(Stored data entries)
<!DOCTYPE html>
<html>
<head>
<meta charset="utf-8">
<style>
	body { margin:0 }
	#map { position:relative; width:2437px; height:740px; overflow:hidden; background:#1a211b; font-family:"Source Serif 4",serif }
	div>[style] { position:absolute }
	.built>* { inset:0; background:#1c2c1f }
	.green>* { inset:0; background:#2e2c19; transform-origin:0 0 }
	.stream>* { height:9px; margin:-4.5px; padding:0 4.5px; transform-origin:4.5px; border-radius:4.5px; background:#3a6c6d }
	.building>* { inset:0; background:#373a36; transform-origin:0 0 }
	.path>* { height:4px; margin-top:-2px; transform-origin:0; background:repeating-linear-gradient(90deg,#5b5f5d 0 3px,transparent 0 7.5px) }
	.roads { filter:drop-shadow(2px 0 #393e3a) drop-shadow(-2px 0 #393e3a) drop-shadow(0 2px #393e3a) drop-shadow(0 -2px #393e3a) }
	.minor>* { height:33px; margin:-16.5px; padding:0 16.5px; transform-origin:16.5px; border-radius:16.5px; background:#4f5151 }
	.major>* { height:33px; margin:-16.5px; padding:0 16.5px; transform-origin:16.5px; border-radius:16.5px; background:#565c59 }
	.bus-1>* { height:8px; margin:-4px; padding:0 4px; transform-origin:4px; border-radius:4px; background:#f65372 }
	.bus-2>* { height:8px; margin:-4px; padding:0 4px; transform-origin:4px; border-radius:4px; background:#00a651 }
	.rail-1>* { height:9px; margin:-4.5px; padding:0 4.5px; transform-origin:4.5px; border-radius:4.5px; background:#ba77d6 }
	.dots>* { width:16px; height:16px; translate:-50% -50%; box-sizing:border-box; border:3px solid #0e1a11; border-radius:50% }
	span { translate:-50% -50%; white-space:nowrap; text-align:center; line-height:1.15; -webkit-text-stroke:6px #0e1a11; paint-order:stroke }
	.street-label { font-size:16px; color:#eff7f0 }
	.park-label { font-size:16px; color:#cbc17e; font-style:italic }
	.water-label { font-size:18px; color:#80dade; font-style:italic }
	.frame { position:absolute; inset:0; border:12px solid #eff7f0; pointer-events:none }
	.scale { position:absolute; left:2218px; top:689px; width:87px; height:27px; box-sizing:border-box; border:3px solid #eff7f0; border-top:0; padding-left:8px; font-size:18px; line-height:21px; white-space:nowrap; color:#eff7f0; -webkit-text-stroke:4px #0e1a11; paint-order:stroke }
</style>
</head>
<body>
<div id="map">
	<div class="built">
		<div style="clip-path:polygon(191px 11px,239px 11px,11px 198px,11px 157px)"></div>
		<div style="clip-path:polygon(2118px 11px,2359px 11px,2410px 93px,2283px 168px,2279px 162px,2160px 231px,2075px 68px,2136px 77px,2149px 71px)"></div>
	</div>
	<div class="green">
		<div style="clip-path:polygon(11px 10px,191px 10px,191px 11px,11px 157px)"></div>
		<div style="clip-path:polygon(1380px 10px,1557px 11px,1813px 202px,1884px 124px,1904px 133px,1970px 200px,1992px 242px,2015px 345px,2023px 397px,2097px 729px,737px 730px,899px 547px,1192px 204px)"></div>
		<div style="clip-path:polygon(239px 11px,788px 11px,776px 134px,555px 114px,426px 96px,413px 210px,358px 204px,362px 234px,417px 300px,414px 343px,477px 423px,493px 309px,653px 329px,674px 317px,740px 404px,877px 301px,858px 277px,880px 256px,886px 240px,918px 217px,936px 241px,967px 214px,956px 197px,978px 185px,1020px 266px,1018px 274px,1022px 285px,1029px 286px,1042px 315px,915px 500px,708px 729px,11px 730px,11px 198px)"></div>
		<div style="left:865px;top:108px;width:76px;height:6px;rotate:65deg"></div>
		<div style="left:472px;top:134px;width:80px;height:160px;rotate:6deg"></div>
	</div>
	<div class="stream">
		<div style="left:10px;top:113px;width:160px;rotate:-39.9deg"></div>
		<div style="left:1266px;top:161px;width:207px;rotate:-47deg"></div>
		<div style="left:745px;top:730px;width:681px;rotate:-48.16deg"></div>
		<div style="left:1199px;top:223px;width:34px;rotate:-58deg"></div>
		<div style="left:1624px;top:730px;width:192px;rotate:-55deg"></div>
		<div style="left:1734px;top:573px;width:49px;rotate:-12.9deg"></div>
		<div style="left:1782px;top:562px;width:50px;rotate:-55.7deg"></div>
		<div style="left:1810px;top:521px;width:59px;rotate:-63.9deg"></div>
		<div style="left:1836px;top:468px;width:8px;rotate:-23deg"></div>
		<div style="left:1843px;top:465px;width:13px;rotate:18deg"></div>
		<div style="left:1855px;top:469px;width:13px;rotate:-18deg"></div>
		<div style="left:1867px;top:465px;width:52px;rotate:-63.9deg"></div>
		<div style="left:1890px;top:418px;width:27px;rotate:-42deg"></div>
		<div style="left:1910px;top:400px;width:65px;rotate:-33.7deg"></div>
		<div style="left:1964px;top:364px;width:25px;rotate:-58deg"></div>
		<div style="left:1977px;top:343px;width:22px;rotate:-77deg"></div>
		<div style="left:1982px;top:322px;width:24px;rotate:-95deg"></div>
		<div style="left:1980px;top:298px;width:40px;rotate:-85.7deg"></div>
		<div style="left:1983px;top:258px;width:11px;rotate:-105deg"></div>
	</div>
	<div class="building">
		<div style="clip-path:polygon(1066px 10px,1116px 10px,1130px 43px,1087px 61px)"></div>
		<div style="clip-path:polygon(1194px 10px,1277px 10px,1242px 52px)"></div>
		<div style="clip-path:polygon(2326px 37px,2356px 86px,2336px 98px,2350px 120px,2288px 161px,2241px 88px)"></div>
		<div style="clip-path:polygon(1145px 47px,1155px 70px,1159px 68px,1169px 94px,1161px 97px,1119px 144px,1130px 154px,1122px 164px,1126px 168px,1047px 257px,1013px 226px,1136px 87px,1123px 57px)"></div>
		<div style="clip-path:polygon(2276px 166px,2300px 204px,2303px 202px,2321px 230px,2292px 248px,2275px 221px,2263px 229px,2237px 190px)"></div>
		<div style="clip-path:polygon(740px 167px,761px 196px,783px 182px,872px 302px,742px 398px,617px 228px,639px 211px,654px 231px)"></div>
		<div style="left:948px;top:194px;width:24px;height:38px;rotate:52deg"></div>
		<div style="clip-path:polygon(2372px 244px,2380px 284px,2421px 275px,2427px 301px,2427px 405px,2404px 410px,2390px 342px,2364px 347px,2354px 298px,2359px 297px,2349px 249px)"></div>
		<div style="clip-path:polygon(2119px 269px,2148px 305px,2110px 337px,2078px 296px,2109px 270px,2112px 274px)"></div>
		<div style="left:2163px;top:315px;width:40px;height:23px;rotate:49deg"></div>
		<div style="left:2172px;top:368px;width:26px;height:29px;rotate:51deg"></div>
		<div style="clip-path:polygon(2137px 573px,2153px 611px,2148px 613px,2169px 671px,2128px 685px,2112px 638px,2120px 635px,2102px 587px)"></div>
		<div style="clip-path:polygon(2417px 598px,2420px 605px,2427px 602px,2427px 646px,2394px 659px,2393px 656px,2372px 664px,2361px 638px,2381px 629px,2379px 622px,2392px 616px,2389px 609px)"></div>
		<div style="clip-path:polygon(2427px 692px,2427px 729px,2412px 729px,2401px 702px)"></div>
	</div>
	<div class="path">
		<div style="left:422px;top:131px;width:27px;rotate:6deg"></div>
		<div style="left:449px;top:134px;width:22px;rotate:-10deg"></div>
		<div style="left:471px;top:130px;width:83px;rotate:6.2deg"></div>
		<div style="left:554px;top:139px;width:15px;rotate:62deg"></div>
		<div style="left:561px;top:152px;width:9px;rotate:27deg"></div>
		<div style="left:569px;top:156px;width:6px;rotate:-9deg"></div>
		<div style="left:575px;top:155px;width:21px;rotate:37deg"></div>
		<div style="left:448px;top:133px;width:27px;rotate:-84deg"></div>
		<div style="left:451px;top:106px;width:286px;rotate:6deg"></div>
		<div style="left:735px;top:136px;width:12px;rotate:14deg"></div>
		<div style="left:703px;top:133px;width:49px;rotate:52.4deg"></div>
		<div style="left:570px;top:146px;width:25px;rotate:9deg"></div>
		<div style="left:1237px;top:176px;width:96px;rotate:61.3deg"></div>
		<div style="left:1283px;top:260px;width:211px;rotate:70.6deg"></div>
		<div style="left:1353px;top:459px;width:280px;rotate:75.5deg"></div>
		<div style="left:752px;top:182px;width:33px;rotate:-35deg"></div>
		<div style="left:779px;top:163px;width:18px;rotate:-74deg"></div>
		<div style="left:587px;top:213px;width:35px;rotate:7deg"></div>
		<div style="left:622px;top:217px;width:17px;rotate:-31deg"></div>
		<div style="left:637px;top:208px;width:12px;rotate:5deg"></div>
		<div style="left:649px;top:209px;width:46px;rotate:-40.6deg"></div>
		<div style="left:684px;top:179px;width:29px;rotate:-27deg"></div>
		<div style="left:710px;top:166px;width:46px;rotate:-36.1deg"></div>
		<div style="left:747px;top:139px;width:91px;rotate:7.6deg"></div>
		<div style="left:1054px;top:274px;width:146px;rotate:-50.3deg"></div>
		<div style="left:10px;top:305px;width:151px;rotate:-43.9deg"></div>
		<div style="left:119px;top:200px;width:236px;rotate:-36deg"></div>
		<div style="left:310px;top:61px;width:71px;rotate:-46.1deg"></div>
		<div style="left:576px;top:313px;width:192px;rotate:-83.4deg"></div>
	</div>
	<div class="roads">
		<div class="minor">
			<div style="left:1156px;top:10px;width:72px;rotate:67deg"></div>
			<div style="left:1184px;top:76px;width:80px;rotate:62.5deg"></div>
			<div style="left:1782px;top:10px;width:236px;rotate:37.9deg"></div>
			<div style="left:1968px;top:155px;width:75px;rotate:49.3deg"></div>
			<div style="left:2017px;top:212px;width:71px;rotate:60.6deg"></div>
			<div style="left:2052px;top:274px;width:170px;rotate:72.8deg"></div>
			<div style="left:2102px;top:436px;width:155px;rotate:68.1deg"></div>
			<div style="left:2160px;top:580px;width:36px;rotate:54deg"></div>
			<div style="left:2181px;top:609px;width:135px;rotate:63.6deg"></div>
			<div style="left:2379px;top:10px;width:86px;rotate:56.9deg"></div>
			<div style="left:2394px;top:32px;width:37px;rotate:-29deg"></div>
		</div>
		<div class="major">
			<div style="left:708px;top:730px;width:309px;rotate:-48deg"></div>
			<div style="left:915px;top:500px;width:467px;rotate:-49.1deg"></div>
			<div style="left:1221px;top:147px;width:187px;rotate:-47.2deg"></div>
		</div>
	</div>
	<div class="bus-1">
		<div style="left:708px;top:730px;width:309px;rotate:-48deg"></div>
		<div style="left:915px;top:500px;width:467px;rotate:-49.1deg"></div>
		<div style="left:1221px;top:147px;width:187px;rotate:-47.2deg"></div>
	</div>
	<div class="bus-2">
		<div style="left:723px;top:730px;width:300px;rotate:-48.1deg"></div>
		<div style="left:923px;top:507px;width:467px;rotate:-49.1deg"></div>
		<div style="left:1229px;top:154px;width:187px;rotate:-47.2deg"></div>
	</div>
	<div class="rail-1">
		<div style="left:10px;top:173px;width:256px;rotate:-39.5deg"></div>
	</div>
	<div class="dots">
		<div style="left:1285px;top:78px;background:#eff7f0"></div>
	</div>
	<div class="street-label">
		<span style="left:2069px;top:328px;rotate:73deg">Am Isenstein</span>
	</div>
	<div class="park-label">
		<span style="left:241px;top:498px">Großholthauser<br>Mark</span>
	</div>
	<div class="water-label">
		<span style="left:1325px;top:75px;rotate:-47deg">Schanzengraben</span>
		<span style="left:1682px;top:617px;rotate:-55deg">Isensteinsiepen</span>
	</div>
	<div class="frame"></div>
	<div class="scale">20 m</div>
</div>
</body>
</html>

**Try it:**
If a line comes after the one that contains "height:4px; margin-top:-2px; transform-origin:0;", leave it out; return every line of the entries up to that point exactly, starting with the first, with that line included.

**Answer below:**
<!DOCTYPE html>
<html>
<head>
<meta charset="utf-8">
<style>
	body { margin:0 }
	#map { position:relative; width:2437px; height:740px; overflow:hidden; background:#1a211b; font-family:"Source Serif 4",serif }
	div>[style] { position:absolute }
	.built>* { inset:0; background:#1c2c1f }
	.green>* { inset:0; background:#2e2c19; transform-origin:0 0 }
	.stream>* { height:9px; margin:-4.5px; padding:0 4.5px; transform-origin:4.5px; border-radius:4.5px; background:#3a6c6d }
	.building>* { inset:0; background:#373a36; transform-origin:0 0 }
	.path>* { height:4px; margin-top:-2px; transform-origin:0; background:repeating-linear-gradient(90deg,#5b5f5d 0 3px,transparent 0 7.5px) }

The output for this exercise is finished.